Basically, we want to have as many conversations ahead of time so that we both feel more confident that we can rely on the relationship in meaningful ways and feel better equipped for having to handle situations as they arise. These conversations help set healthy expectations, reminding us that just because we’re friends doesn’t mean we won’t have some challenges ahead.
Keep clarity and confidentiality in each role. This one doesn’t need a ton of explaining, but we don’t break our confidences, or boundaries—either at work or in the friendship.
Most successful friendships at work include boundaries about how we treat each other differently at work than we do outside of work. One supervisor shared with me that they call it out by pretending to take a hat off when they say, “Okay, now I’m taking my friend hat off and am saying this as a boss.” Another clarified, “Some days my friend barely even says more than hello to me at work, and I’m completely okay with that as we’re both clear that we care for each other, but we have different roles in this building.” And as one cadet in the Marine Corps said to me, “What happens in the barracks at night has no bearing on whether I salute my superiors the next morning.” We don’t forget our separate roles . . . nor take it personally when we sometimes have to act differently in each setting.
Furthermore, we don’t tell our friend details or private information about projects or people at work that isn’t theirs to know. Obviously, the longer we’ve known each other, the more we’re mutually sharing and the safer we feel in the friendship. It’s unrealistic to think we won’t be processing decisions and ideas with each other that may put us into some gray territory, but that’s all the more reason to be clear ahead of time what details aren’t appropriate or when we need to be vague.
And, on the flip side, we don’t bring personal stuff we know about each other to work. For example, if we were at our friend’s house over the weekend, that probably doesn’t need to be mentioned during the Monday morning group share. We don’t need to hide that we’re friends, but we definitely don’t need to keep it in everyone’s face.
Lastly, look for ways to assure others that we aren’t talking about them. When a colleague references something they assume we know because our friend told us, we’ll be quick to say, “Oh, actually I didn’t know that. We’re very careful to not talk about anyone on the team.” A few blatant lines like that over time helps build the team trust.

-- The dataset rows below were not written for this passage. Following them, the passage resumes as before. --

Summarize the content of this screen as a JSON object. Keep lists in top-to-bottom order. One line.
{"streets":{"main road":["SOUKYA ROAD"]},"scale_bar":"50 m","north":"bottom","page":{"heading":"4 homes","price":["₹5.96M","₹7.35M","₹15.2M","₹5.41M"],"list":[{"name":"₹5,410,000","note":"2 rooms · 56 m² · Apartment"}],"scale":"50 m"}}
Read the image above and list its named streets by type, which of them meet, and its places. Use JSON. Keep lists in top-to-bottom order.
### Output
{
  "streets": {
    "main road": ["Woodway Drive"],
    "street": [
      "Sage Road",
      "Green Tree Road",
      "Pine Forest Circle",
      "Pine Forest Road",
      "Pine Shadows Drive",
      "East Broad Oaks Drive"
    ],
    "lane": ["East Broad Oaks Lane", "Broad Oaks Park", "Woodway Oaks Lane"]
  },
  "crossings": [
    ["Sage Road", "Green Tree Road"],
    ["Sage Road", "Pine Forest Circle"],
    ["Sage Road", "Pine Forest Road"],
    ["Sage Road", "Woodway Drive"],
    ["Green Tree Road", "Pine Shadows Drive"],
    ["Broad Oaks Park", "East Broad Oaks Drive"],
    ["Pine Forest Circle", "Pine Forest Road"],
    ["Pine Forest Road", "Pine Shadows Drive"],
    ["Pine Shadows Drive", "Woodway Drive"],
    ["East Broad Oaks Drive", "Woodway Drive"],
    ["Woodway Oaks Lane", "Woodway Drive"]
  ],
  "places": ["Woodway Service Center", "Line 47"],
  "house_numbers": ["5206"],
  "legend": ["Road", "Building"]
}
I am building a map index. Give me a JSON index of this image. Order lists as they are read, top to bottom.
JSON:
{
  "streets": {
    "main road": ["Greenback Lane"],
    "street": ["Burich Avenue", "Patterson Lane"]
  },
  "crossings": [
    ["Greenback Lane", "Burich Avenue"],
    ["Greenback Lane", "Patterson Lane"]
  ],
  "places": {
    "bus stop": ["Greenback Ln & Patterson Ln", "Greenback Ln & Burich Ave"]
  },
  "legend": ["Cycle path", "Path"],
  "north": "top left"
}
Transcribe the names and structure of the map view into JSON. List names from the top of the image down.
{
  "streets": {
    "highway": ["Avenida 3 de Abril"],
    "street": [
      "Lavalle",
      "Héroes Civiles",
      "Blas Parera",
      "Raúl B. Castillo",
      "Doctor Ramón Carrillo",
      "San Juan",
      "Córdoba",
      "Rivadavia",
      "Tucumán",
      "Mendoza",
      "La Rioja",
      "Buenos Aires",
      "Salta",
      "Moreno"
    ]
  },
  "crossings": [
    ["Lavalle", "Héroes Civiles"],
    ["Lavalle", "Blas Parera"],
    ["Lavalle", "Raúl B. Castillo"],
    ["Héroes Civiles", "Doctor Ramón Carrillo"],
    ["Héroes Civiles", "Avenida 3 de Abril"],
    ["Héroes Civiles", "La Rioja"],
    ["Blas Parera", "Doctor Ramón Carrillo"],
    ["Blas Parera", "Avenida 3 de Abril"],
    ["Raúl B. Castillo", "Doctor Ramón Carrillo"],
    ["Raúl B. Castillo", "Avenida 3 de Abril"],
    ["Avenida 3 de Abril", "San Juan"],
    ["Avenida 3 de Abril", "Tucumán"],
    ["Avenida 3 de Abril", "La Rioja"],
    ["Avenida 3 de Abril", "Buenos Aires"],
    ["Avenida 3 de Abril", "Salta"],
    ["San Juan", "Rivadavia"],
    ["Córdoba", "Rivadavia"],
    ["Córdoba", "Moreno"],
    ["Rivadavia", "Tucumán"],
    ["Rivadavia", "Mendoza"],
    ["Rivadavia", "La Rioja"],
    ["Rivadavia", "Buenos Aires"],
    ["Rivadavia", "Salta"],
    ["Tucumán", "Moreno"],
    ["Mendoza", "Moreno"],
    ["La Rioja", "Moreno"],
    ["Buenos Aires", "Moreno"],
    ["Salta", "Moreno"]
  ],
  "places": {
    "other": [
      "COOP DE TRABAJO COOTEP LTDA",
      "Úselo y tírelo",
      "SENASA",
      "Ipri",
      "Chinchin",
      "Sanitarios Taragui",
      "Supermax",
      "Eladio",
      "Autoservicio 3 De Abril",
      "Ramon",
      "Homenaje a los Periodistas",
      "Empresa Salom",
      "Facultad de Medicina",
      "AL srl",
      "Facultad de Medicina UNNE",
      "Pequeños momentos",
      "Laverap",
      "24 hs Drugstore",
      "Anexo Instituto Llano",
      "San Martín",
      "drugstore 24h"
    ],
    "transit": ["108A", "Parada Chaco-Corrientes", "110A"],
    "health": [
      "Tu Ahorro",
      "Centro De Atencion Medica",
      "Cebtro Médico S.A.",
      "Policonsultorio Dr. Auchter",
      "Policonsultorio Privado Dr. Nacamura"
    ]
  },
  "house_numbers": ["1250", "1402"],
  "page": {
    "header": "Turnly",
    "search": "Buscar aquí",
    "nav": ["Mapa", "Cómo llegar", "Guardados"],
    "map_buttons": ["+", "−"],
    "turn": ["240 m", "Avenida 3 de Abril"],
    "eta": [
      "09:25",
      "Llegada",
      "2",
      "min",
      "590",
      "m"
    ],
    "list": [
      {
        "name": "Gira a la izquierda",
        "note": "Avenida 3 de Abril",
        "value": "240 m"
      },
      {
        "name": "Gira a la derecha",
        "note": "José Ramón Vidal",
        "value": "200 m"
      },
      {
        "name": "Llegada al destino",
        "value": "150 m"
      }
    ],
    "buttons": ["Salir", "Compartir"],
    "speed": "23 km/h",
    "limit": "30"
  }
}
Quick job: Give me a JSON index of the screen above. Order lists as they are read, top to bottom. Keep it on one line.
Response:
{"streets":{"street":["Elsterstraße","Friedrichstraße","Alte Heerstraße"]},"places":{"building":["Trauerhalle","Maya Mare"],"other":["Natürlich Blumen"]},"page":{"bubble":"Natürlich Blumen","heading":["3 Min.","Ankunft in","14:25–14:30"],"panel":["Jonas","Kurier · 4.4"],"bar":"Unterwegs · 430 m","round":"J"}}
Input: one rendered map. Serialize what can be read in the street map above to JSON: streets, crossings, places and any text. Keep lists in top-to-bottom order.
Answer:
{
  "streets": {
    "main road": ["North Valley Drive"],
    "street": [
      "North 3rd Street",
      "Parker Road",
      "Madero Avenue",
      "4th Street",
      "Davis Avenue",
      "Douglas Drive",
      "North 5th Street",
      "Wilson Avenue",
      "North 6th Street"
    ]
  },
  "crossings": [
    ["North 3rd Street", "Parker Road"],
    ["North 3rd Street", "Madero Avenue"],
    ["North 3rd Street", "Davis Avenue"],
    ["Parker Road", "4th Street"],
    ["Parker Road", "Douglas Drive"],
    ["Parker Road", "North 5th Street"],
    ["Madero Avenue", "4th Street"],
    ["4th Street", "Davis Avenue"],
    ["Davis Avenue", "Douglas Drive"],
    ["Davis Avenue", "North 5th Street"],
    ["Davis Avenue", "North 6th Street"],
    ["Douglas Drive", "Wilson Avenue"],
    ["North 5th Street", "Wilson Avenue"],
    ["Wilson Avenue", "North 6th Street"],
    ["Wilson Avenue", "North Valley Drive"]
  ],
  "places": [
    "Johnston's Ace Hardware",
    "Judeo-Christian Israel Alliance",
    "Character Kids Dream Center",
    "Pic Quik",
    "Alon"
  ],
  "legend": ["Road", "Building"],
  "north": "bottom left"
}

View your friendship as the place to practice tough things. So often we mistake friendship as the place where we should let each other off easily, look the other way, expect blind loyalty, hope for favors, or avoid hurting feelings. That’s all backwards. The closer we are to each other, the safer we should feel to practice flexing the relational muscles that help us both become better people. Our closest friends are the ones who know us best (Vulnerability), love us most (Positivity), and are most committed to us (Consistency), so those are the best places for us to practice such things as:
• setting boundaries
• asking for what we need
• sharing how their actions left us feeling
• giving loving, but honest feedback
• receiving feedback with the best of assumptions
• praising them when jealous
• giving voice to the unspoken issue we’re tempted to avoid
• disagreeing respectfully
• revealing our insecurities and doubts
• expressing pride for ourselves without downplaying our strengths
• negotiating for our preferences and needs
The list could go on, but the point is, if we can’t practice doing these skills with our friends, then what chance do we ever have of feeling more comfortable doing these important actions with our vendors, our customers, and our other team members? Our relationships are where we grow so if we’re willing to take on the joy of having fun together, then it’s also our responsibility to take on the Vulnerability of growth that comes with deep friendship.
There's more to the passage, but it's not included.